En plaidant pour une conduite responsable des entreprises dans lesquelles ils investissent. Les investisseurs jouent un rôle crucial dans le développement et le déploiement des technologies de l’IA, et ils ne doivent pas sous-estimer leur capacité à influencer les pratiques internes grâce au soutien financier qu’ils apportent.

Par exemple, le secteur privé peut soutenir l’élaboration et l’adoption de lignes directrices et de normes responsables pour l’IA par le biais d’initiatives telles que les lignes directrices de l’OCDE sur la conduite responsable des entreprises (RBC), que nous sommes en train d’adapter spécifiquement à l’IA. Ces lignes directrices faciliteront notamment la conformité internationale des entreprises d’IA qui vendent leurs produits et services au-delà des frontières et permettront la transparence tout au long de la chaîne de valeur de l’IA – des fournisseurs aux utilisateurs finaux en passant par les déploiements.

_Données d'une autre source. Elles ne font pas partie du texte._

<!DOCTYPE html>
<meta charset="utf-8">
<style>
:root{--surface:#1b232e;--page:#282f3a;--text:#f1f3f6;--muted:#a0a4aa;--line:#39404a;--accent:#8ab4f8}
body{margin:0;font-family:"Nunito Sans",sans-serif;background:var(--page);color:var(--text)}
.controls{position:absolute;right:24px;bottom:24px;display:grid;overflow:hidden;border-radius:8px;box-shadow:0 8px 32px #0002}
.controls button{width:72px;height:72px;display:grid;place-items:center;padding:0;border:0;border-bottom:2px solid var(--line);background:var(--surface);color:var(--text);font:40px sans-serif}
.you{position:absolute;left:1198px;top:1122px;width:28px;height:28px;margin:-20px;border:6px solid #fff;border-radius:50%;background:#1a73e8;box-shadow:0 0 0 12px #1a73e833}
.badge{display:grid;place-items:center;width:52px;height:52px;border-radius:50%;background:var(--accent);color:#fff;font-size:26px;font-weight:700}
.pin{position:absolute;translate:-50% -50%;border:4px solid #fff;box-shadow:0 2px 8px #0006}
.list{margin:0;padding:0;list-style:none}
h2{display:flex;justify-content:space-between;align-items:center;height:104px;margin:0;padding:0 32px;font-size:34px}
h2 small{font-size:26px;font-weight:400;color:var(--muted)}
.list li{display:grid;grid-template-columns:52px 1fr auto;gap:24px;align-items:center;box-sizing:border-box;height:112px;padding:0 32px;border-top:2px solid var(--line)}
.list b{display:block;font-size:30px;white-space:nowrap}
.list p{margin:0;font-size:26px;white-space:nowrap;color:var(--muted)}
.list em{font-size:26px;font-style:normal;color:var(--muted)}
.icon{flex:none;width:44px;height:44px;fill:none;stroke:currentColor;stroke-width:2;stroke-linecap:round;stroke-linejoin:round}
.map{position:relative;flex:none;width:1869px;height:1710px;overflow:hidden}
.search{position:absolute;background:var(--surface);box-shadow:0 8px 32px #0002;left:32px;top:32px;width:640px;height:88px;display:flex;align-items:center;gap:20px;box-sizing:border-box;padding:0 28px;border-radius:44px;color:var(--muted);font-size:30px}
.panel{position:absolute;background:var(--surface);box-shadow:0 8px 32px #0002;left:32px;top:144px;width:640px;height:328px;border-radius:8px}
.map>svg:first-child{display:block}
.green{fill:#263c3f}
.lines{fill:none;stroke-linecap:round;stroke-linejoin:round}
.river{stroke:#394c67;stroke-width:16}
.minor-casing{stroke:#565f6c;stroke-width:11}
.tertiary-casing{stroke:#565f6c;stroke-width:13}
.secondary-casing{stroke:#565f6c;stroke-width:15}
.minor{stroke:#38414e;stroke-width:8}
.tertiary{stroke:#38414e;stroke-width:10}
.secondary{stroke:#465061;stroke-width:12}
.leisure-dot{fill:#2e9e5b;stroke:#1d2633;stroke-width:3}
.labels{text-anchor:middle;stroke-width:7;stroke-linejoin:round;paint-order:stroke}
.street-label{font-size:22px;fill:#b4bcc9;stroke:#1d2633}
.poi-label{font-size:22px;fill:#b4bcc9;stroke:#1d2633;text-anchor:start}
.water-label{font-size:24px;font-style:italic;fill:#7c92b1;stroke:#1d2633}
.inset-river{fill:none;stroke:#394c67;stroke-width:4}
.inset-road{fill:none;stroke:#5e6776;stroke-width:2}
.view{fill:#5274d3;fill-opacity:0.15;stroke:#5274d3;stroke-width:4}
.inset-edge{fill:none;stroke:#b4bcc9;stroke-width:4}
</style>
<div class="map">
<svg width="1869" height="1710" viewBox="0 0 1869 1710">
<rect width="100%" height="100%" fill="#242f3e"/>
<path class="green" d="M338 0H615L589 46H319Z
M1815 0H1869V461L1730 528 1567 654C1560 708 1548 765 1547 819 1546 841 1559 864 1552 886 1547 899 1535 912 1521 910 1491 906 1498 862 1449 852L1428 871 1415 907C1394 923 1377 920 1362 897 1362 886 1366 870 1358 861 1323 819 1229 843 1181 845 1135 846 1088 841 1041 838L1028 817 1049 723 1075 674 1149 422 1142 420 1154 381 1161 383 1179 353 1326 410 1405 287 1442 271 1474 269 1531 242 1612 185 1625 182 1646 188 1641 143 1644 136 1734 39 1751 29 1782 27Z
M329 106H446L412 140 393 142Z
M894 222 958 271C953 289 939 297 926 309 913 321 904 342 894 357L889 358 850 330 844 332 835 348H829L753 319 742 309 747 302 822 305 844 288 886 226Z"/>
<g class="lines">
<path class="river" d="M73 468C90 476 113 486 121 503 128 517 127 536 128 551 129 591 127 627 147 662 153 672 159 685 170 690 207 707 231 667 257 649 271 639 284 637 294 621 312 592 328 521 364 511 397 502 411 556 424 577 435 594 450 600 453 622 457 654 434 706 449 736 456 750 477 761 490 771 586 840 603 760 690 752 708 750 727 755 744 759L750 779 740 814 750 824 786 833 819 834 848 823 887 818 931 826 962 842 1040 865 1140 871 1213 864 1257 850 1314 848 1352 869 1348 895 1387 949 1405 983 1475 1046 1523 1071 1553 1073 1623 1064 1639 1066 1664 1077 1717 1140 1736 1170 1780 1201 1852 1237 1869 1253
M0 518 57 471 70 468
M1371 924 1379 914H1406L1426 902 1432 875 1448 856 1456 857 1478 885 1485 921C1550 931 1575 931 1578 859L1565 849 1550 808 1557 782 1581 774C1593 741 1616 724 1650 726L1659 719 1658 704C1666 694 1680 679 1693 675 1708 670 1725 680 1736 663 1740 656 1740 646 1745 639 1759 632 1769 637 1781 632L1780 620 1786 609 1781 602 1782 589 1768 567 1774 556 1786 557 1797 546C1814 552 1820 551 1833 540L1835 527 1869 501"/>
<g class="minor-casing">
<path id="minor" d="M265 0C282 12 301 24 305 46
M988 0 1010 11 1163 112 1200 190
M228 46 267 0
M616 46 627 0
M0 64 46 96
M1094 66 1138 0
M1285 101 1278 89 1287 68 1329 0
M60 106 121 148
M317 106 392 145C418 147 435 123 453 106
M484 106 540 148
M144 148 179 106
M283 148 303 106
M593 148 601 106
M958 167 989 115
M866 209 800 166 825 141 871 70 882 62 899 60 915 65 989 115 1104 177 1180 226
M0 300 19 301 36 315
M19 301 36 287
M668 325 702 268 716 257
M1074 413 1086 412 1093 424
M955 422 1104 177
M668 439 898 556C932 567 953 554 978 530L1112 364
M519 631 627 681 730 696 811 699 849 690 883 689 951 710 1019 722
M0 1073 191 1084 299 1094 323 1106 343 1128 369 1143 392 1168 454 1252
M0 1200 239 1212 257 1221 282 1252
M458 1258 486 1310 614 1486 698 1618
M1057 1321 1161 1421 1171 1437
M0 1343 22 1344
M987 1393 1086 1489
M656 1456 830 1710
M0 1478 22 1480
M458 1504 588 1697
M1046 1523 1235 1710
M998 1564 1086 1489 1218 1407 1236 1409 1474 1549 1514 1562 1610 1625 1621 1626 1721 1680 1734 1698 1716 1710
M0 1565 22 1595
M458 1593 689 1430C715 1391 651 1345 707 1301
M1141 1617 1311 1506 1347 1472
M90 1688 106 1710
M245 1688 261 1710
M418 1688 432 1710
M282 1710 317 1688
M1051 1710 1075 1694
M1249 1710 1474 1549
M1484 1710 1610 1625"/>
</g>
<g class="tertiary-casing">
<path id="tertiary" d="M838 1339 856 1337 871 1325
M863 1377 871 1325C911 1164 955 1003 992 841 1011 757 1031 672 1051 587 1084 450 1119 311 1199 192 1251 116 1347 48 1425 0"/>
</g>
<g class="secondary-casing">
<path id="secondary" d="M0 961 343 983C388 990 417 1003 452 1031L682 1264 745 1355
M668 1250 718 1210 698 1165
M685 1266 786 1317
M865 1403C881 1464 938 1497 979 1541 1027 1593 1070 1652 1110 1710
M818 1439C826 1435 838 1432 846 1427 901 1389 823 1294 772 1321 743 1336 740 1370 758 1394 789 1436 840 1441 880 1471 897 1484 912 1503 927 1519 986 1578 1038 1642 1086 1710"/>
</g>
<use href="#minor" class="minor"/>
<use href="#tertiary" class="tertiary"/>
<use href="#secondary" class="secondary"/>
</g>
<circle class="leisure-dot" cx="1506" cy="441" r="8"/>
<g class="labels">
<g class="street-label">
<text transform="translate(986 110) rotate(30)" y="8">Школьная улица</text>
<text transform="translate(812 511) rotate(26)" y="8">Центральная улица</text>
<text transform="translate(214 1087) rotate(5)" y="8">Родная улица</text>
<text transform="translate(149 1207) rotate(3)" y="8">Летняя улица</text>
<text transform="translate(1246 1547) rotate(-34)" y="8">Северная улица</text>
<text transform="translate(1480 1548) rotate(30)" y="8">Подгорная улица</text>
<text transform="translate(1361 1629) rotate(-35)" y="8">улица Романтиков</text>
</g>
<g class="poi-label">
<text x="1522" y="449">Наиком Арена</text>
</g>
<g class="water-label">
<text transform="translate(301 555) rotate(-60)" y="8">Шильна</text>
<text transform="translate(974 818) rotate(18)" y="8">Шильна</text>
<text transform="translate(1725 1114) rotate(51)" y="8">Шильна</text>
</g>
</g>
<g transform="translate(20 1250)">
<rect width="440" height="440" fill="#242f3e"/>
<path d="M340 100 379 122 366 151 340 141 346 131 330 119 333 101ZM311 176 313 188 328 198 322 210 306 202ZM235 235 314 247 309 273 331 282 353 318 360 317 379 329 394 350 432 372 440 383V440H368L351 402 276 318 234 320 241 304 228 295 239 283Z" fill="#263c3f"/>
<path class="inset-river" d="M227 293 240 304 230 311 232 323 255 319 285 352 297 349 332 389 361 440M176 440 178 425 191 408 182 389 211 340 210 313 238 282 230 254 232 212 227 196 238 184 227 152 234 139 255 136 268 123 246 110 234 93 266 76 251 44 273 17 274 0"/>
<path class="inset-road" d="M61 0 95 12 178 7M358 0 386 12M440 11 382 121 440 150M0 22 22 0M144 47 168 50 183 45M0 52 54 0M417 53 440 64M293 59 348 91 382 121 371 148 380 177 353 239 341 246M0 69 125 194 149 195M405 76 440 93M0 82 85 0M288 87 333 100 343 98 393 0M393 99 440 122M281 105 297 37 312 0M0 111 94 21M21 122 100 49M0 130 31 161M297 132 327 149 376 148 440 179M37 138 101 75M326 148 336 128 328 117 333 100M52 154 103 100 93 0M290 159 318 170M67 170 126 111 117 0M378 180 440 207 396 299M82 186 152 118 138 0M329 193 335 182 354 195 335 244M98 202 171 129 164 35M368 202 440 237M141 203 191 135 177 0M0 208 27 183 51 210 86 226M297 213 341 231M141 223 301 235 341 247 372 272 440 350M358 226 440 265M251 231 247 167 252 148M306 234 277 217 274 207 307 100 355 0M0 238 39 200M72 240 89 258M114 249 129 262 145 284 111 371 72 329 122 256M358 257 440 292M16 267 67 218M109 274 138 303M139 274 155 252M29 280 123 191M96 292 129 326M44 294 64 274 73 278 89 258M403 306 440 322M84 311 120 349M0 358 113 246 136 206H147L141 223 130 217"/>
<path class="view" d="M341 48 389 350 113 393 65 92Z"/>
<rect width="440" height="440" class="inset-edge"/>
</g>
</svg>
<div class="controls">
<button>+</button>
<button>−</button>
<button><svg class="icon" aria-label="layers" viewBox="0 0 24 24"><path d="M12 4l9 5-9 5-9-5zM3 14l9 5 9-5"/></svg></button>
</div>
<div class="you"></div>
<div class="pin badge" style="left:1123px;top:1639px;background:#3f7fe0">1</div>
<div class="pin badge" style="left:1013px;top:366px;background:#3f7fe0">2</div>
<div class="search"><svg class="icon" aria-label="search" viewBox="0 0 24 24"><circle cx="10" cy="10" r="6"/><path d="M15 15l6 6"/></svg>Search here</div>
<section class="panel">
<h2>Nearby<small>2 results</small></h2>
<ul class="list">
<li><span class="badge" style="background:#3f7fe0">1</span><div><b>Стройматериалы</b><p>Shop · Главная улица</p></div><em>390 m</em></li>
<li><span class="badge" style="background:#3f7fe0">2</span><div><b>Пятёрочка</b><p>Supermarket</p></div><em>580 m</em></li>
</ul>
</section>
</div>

Les lignes directrices de RBC pour l’IA fourniront également un mécanisme d’application non judiciaire – sous la forme de points de contact nationaux chargés par les gouvernements nationaux d’arbitrer les litiges – permettant aux utilisateurs et aux parties prenantes concernées de demander réparation pour les préjudices liés à l’IA.

En aidant les entreprises à mettre en œuvre des normes et des lignes directrices en matière d’IA, comme celles de la RBC, les partenaires du secteur privé peuvent jouer un rôle essentiel dans la promotion d’un développement fiable de l’IA et dans l’élaboration de l’avenir des technologies d’IA d’une manière qui profite à l’ensemble de la société.